◆ WHAT THE EXERCISE ASKS:
Every line below should be set down exactly as it appears.

START DATA

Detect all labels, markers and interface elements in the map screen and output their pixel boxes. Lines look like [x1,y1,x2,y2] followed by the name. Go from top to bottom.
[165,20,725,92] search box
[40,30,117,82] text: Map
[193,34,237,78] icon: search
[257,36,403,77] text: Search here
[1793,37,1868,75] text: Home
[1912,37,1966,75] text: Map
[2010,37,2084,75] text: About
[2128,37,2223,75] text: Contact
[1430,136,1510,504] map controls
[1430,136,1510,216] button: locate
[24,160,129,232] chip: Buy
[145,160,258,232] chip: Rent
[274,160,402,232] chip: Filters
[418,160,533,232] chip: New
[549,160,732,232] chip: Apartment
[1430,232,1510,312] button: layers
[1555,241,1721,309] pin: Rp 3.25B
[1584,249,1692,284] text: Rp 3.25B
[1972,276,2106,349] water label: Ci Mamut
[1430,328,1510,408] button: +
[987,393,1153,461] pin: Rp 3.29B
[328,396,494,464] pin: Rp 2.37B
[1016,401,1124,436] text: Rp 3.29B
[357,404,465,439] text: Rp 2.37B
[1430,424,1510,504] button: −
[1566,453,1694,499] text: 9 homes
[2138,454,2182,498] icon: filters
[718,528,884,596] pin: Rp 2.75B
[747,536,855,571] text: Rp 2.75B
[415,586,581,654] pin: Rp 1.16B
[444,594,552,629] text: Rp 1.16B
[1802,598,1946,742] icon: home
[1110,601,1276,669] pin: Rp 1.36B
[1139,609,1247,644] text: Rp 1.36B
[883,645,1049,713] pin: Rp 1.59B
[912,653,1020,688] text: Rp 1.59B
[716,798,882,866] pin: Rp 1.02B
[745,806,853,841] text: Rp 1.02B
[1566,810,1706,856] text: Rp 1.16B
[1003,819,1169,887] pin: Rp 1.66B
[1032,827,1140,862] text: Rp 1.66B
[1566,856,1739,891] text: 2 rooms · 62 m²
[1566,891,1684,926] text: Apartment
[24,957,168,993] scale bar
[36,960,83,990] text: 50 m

END DATA

◆ RESULT FOR THIS EXERCISE:
Detect all labels, markers and interface elements in the map screen and output their pixel boxes. Lines look like [x1,y1,x2,y2] followed by the name. Go from top to bottom.
[165,20,725,92] search box
[40,30,117,82] text: Map
[193,34,237,78] icon: search
[257,36,403,77] text: Search here
[1793,37,1868,75] text: Home
[1912,37,1966,75] text: Map
[2010,37,2084,75] text: About
[2128,37,2223,75] text: Contact
[1430,136,1510,504] map controls
[1430,136,1510,216] button: locate
[24,160,129,232] chip: Buy
[145,160,258,232] chip: Rent
[274,160,402,232] chip: Filters
[418,160,533,232] chip: New
[549,160,732,232] chip: Apartment
[1430,232,1510,312] button: layers
[1555,241,1721,309] pin: Rp 3.25B
[1584,249,1692,284] text: Rp 3.25B
[1972,276,2106,349] water label: Ci Mamut
[1430,328,1510,408] button: +
[987,393,1153,461] pin: Rp 3.29B
[328,396,494,464] pin: Rp 2.37B
[1016,401,1124,436] text: Rp 3.29B
[357,404,465,439] text: Rp 2.37B
[1430,424,1510,504] button: −
[1566,453,1694,499] text: 9 homes
[2138,454,2182,498] icon: filters
[718,528,884,596] pin: Rp 2.75B
[747,536,855,571] text: Rp 2.75B
[415,586,581,654] pin: Rp 1.16B
[444,594,552,629] text: Rp 1.16B
[1802,598,1946,742] icon: home
[1110,601,1276,669] pin: Rp 1.36B
[1139,609,1247,644] text: Rp 1.36B
[883,645,1049,713] pin: Rp 1.59B
[912,653,1020,688] text: Rp 1.59B
[716,798,882,866] pin: Rp 1.02B
[745,806,853,841] text: Rp 1.02B
[1566,810,1706,856] text: Rp 1.16B
[1003,819,1169,887] pin: Rp 1.66B
[1032,827,1140,862] text: Rp 1.66B
[1566,856,1739,891] text: 2 rooms · 62 m²
[1566,891,1684,926] text: Apartment
[24,957,168,993] scale bar
[36,960,83,990] text: 50 m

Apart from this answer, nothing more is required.